Exercise in the morning: There is a reason why many high-performing business people exercise in the morning. A 20-minute cardiovascular exercise in the morning leads to the release of serotonin and dopamine which will boost your mental well-being for the rest of the day. Combine this with putting your desk in a standing position, stretching, and diaphragmatic breathing throughout the workday to stay fresh and mentally acute.
Connect with colleagues: If there’s one type of meeting that you should not skip when you work remotely, it’s the one where you connect with your colleagues outside of project/work-related things. To combat social isolation and improve engagement and social cohesion, make sure you check in with different people throughout your organization to catch up on life, or just the latest gossip - it serves a purpose, you know:).
Focus on body posture: Do you find yourself experiencing backaches or neck pain along with feeling fatigued since you have been working from home?! If so, it is time to reassess your posture.
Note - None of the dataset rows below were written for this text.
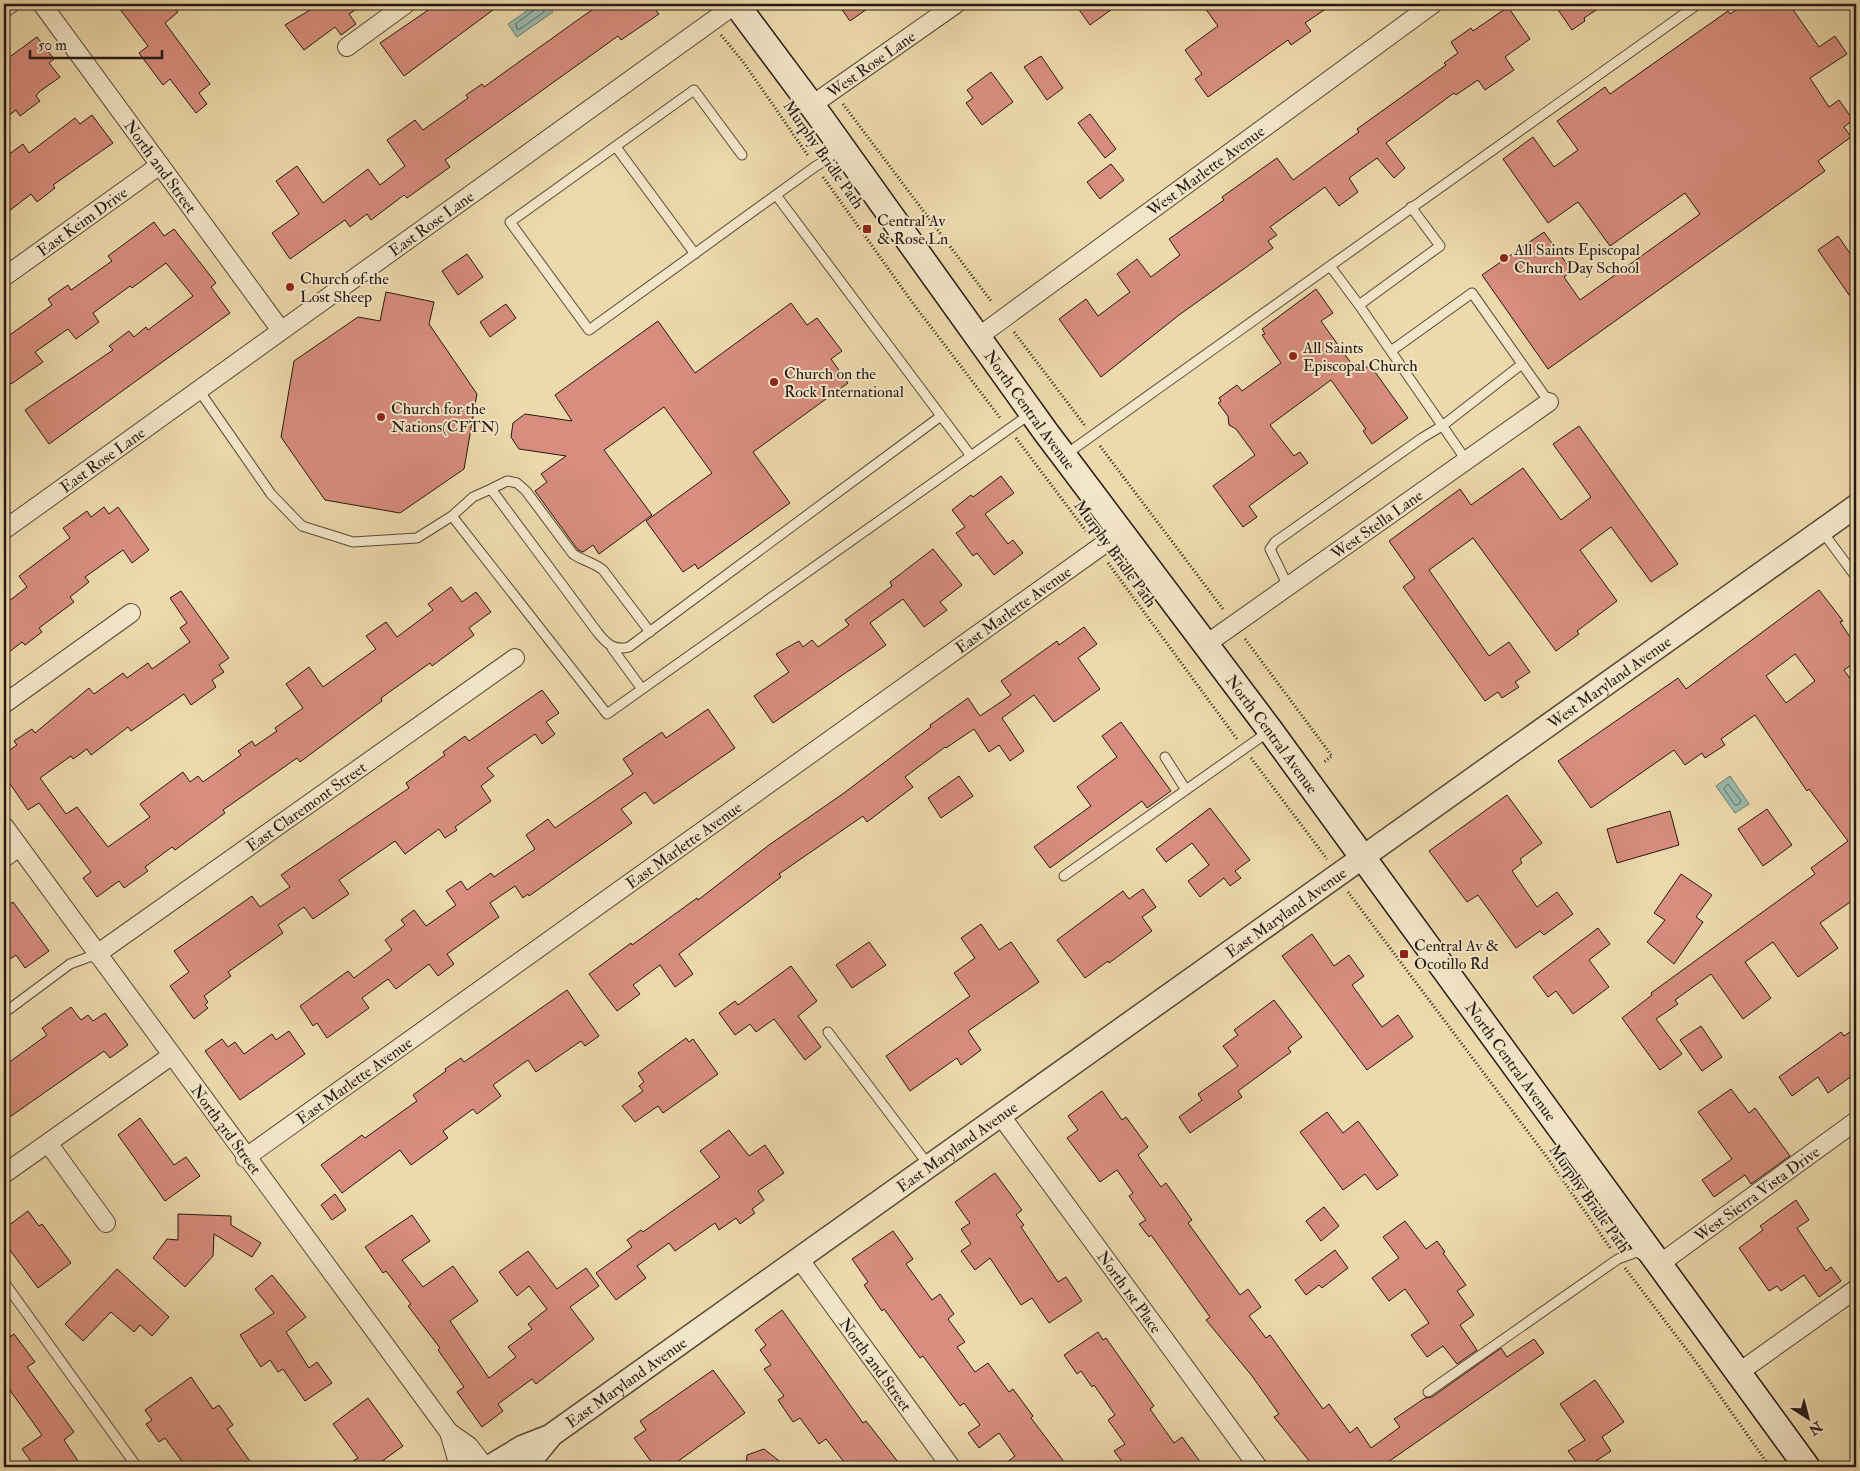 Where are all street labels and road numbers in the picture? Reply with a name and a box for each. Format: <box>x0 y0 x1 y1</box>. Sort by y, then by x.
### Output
street label: West Rose Lane <box>823 26 920 103</box>
street label: Murphy Bridle Path <box>778 97 868 214</box>
street label: North 2nd Street <box>119 116 201 217</box>
street label: West Marlette Avenue <box>1142 121 1269 221</box>
street label: East Keim Drive <box>33 182 132 261</box>
street label: East Rose Lane <box>385 186 478 261</box>
street label: North Central Avenue <box>979 347 1080 474</box>
street label: East Rose Lane <box>56 423 149 497</box>
street label: West Stella Lane <box>1327 485 1427 564</box>
street label: Murphy Bridle Path <box>1069 496 1161 612</box>
street label: East Marlette Avenue <box>952 562 1076 658</box>
street label: West Maryland Avenue <box>1543 632 1676 734</box>
street label: North Central Avenue <box>1221 671 1322 798</box>
street label: East Claremont Street <box>243 758 370 856</box>
street label: East Marlette Avenue <box>622 797 746 894</box>
street label: East Maryland Avenue <box>1222 863 1351 963</box>
street label: North Central Avenue <box>1460 998 1561 1126</box>
street label: East Marlette Avenue <box>293 1033 417 1129</box>
street label: North 3rd Street <box>186 1081 265 1178</box>
street label: East Maryland Avenue <box>893 1097 1022 1197</box>
street label: Murphy Bridle Path <box>1544 1141 1634 1258</box>
street label: West Sierra Vista Drive <box>1690 1142 1824 1247</box>
street label: North 1st Place <box>1092 1247 1166 1338</box>
street label: North 2nd Street <box>835 1314 916 1415</box>
street label: East Maryland Avenue <box>562 1333 691 1432</box>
Don’t forget to keep your back and neck straight, with your feet flat on the ground and your knees at a 90-degree angle instead of slouching or leaning forward. Not only will this improve your physical well-being, but also makes you look confident in virtual meetings! And don’t underestimate the positive impacts of using an ergonomic standing desk and chair on minimizing physical complaints.
Minimize distractions: Did you know it takes the average brain 23 minutes and 15 seconds to get back to focus, after a distraction? And refocusing costs significant mental bandwidth. So, and it’s been said many times before, just turn off notifications on your devices. Feed the cat and close the door. Put on noise-canceling headphones and zone in. That way, you give your full attention to the task before you - your brain will love you for it.
Use meditation/visualization techniques: Adding mindfulness techniques like meditation or visualization to your routine. helps you stay present and focused, even in the midst of virtual meeting chaos. A study by the University of Groningen found that practicing mindfulness actually even makes you more creative! By meditating and being more present, you develop better problem-solving skills and come up with new ideas. So, grab a cushion, bring your attention to your breath and body, picture yourself on a tropical island, and let those innovative ideas flow.
Take care of yourself: And of course, take good care of yourself. Because even though it sounds logical, it is something that’s often tossed aside when we have to make a decision. We skip breakfast because we have early meetings. We skip our workouts because we have late-night meetings. And we go to bed late, because we just want to finish that one last thing. And we get it, it’s hard to say no. But it’ll wear you out in the long run. So, build a routine around healthy eating, enough sleep, and exercising and combine it with yoga, meditation, or stretching. Not only will you feel less stressed physically and mentally but your brain will also be firing on all cylinders during the day.
There you go, 11 tips you can try out to tackle meeting fatigue and improve your remote days. Be aware though that everyone is different, so some things might work better for you than others. As for me, building a ‘work week routine’ and finding the right balance between work, my diet, sleep, and exercise made all the difference. Good luck with finding yours!